Kekuasaan Yudikatif (Pasal 14 Undang-Undang Dasar 1945).
f.
Kekuasaan Diplomatik (Pasal 13 Undang-Undang Dasar 1945).
2.
Adanya masa jabatan yang tetap (fix term) yaitu selama 5 tahun.
3.
Menteri-menteri diangkat dan diberhentikan oleh Presiden. Menteri-menteri tidak
bertanggung jawab kepada DPR tetapi kepada Presiden. DPR tidak dapat membubarkan
Menteri-menteri dan demikian juga sebaliknya. Karakter sistem pemerintahan
parlementer dalam UUD 1945 dilihat dari
1.
Pasal 1 ayat (2) dinyatakan bahwa Kedaulatan ada ditangan rakyat, dan dilakukan
oleh MPR. Dari ketentuan tersebut dapat dikatakan UUD 1945 menganut sistem
supremasi parlemen yang merupakan karakter sistem pemerintahan parlementer
karena sistem kedaulatan rakyat dilakukan sepenuhnya oleh MPR. Maksudnya ialah
bahwa sistem kekuasaan atau kedaulatan rakyat yang dianut bangsa Indonesia
pertama-tama diwujudkan secara penuh dalam MPR sebagai penjelmaan seluruh rakyat
Indonesia. Selanjutnya MPR mendistribusikan kewenangannya kelembaga-lembaga
negara lainnya kepada Presiden, DPR, DPA, MA, BPK.
2.
Pasal 6 Ayat (2) : Presiden dan Wakil Presiden dipilih oleh MPR dengan suara terbanyak.
Dalam sistem presidensial Presiden dan Wakil Presiden dipilih secara langsung
oleh rakyat atau badan pemilih di Amerika Serikat. Pemilihan Presiden yang
dipilih melalui badan perwakilan (dalam hal ini MPR) merupakan karakter sistem
pemerintahan parlementer.
3.
Presiden bertanggung jawab kepada MPR. Dalam sistem pemerintahan presidensial
Presiden tidak bertanggung jawab kepada parlemen tetapi bertanggung jawab
langsung kepada rakyat. Ketentuan pertanggung jawaban Presiden kepada MPR dan
bukan langsung kepada rakyat merupakan karakter sistem pemerintahan
parlementer.
4.
Tidak adanya pemisahan kekuasaan antara ekskutif dan legislatif secara tegas.
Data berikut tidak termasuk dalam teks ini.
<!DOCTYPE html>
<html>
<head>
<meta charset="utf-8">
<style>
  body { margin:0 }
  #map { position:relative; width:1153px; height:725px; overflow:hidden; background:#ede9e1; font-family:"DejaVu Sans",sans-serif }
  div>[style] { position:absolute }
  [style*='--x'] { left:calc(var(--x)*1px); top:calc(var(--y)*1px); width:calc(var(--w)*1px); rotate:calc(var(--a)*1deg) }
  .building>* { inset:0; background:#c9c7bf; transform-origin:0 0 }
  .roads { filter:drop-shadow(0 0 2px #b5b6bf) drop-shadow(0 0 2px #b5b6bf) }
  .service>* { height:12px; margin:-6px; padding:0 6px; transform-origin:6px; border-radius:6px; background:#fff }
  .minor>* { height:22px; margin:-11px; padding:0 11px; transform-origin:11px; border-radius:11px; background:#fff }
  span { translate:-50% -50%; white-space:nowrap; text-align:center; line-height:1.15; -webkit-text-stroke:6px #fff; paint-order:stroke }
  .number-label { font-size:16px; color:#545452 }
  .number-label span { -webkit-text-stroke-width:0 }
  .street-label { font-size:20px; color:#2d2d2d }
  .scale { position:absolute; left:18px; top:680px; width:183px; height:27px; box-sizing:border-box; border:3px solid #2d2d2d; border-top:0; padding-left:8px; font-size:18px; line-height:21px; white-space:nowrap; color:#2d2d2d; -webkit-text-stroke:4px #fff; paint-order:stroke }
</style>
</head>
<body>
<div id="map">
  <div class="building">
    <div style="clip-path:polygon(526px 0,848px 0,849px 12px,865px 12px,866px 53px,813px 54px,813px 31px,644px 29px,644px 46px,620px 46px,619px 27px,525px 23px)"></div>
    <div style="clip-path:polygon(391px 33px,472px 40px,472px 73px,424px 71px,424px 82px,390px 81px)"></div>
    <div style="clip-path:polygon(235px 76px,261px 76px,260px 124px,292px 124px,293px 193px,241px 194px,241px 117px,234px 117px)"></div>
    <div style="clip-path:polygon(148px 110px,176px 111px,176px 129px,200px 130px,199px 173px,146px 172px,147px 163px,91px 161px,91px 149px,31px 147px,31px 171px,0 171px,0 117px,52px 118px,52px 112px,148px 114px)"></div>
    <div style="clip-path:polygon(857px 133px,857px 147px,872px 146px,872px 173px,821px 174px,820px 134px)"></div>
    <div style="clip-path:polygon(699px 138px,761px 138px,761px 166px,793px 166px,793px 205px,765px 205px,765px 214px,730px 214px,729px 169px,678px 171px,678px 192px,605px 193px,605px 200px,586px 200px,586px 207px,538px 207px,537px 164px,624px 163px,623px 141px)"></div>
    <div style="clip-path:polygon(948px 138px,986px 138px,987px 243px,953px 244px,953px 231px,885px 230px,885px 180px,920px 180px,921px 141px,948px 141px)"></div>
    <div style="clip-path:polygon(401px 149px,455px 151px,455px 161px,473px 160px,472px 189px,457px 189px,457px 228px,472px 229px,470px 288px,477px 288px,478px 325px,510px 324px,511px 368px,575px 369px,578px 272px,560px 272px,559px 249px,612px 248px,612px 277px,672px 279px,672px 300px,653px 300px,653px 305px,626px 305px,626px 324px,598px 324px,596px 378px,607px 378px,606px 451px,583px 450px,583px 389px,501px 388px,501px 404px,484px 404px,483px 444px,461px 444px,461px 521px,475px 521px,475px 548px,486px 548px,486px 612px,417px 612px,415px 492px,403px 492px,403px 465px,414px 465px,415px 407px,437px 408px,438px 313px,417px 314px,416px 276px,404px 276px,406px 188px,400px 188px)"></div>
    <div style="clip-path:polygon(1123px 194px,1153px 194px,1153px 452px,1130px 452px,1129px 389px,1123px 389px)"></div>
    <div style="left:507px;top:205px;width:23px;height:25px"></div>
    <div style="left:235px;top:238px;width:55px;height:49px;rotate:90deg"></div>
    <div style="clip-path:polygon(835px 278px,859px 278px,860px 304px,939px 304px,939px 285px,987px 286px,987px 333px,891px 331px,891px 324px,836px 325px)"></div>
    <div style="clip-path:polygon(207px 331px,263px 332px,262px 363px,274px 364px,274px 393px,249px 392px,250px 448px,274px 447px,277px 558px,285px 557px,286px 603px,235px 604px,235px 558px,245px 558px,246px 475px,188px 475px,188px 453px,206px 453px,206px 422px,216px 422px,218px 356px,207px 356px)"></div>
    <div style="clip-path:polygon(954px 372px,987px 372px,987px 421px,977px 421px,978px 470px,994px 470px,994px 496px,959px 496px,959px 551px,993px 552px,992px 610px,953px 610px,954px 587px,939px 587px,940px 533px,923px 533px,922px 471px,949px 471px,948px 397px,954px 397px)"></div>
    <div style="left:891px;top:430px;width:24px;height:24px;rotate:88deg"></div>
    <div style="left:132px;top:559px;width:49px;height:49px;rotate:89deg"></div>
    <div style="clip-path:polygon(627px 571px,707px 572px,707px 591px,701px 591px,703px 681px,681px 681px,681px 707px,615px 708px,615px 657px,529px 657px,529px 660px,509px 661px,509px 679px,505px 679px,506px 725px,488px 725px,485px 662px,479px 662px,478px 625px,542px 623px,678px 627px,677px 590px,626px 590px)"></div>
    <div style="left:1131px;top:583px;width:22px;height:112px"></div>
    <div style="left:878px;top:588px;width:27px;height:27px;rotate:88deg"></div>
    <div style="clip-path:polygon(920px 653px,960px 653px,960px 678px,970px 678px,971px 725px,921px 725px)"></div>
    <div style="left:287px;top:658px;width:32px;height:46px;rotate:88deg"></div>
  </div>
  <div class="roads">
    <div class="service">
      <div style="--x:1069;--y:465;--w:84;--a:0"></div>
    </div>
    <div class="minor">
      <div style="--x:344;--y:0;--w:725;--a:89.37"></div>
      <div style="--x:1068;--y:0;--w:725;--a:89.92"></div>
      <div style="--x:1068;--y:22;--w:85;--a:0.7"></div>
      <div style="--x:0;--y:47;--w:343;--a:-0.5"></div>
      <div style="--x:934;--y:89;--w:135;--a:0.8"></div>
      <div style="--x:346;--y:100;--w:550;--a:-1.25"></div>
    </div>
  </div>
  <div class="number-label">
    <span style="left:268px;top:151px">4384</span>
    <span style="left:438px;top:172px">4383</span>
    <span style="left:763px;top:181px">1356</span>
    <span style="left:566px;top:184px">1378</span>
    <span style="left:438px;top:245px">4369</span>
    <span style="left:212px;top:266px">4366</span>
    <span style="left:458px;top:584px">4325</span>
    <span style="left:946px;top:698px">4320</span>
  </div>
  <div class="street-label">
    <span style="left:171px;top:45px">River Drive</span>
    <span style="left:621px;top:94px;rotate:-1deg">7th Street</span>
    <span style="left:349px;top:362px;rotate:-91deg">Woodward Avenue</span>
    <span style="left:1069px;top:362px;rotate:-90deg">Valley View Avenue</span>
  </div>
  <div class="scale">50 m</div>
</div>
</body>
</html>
Hal
ini terlihat dari Pasal 5 Ayat (2) yang menyatakan bahwa Presiden memegang kekuasaan
membentuk undang-undang dengan persetujuan DPR dan berkaitan dengan pasal
tersebut yaitu Pasal 20 Ayat (1) Tiap-tiap undang-undang mengkehendaki
persetujuan DPR. Dari pasal ini dapat disimpulakn bahwa UUD 1945 tidak menganut
paham pemisahan kekuasaan (separation of power) seperti dalam sistem
pemerintahan presidensial melainkan menganut prinsip pembagian
kekuasaan
(distribution of power) seperti dalam sistem parlementer.